I wonder if you could use the Tensor Cores narrow capabilities for some post process effects effectively. Maybe as part of some Gameworks libaries? Would be fitting for Nvidia and could be leveraged as an incentive both against AMD cards as well as older-gen Nvidia cards: "Get xyz-effect for free on Volta-based cards".

Recently, I found this while scavenging ebay for some retro-hardware. It is from the description of a x87 co-processor of the 286 era.
ebcwQiW.jpg

The reference to dramatic improvement in graphics applications made me smile, even though at that time, it was likely correct.
 
I wonder if you could use the Tensor Cores narrow capabilities for some post process effects effectively.
Tensor core operation = Multiply two fp16 4x4 matricies and add third one (fp32). Output 4x4 matrix as fp32.

Because the multiply precision is only fp16, it obviously isn't enough for most coordinate system transforms (world, view, projection, etc). But you could do color space transforms with that. Not that common in games however. I am much more interested about double rate fp16 & int16 regarding to games. These will provide tangible perf boosts without the need to rewrite your algorithms.
 
Tensor core operation = Multiply two fp16 4x4 matricies and add third one (fp32). Output 4x4 matrix as fp32.

Because the multiply precision is only fp16, it obviously isn't enough for most coordinate system transforms (world, view, projection, etc). But you could do color space transforms with that. Not that common in games however. I am much more interested about double rate fp16 & int16 regarding to games. These will provide tangible perf boosts without the need to rewrite your algorithms.
Yeah, x-rate FP16 in general processing core seems much more useful, especially given all the research that has gone into it from mobile and consoles possibly.

But I am also looking forward to see, if anything useful can be done with the Tensor ALUs. Obviously, they ARE quite specialized, but OTOH, there's quite a bit of calculating power to be tapped into. What I cannot asses though is, whether or not this warrants looking into algorithms from a different point of view, especially when it's unclear if the consumer-grade GPUs will have those Tensor blocks at all.
 
Tensor core operation = Multiply two fp16 4x4 matricies and add third one (fp32). Output 4x4 matrix as fp32.

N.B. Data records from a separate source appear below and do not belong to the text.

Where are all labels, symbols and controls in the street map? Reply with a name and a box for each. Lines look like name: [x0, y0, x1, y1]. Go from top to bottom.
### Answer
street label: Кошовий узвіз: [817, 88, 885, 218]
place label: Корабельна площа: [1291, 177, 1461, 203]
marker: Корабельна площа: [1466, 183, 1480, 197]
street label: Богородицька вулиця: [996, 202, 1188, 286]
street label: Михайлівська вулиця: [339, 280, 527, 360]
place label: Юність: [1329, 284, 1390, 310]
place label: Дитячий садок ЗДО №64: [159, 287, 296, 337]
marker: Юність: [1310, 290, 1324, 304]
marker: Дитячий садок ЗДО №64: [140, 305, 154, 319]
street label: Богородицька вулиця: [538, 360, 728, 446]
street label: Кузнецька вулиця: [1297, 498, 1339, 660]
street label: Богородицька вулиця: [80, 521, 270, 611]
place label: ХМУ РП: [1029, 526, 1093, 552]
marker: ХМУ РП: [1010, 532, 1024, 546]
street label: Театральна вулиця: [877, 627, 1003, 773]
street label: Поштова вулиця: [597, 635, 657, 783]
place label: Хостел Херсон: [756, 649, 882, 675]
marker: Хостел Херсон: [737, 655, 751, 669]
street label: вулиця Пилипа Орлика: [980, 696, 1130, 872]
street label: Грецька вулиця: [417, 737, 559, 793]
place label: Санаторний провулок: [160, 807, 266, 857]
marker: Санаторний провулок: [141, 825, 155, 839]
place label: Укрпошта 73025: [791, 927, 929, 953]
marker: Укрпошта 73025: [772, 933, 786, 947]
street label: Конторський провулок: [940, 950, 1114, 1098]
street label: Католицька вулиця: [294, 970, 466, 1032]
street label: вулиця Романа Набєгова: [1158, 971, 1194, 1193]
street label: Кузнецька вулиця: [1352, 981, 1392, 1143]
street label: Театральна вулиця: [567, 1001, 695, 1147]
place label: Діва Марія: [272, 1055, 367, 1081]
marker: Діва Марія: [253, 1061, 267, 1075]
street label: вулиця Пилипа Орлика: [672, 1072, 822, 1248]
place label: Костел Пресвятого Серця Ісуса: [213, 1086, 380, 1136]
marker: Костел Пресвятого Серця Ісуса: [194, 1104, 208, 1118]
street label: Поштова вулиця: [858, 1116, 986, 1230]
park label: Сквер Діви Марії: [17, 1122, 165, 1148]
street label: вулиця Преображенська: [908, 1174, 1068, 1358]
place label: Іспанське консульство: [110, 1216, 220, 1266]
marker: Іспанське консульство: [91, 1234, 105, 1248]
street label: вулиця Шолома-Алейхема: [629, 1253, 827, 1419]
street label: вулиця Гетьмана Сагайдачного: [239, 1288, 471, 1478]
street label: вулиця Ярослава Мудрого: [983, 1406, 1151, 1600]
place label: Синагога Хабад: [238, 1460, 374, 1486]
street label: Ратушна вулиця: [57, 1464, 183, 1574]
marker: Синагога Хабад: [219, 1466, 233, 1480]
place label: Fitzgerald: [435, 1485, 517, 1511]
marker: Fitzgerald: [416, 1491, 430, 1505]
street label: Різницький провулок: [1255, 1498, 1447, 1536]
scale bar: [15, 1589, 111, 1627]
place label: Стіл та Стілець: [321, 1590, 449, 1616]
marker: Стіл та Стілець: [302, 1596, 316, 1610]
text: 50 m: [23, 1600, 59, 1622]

Because the multiply precision is only fp16, it obviously isn't enough for most coordinate system transforms (world, view, projection, etc). But you could do color space transforms with that. Not that common in games however. I am much more interested about double rate fp16 & int16 regarding to games. These will provide tangible perf boosts without the need to rewrite your algorithms.

I thought Nvidia's tensor unit did the multiplication operation in FP32 and the FP16 limitation was purely for the storage of the inputs, hence why the output is a FP32 matrix.

Granted, that's according to this post:

https://forum.beyond3d.com/posts/1980946/

Volta is a really interesting design, looks almost like some ASIC for DL.

As for their tensor core, I believe Nvidia has already made it clear: it use FP16 only for storage, and do the multiply ops in full precision (FP32) and then add the result to a FP32 variable.

Thats why they use SgemmEX for benchmark against Pascal, since SgemmEX did that exact the same way (as contrast to the Hgemm routine): load the data from various precision but done the computation (multiply+add) in full (FP32) precision.

Which means tensor core is a full precision matrix multiplication unit with FP16 data input, thats why nvidia is more confidence of puting this tensor core for not just inference/forecast but also training the network as well.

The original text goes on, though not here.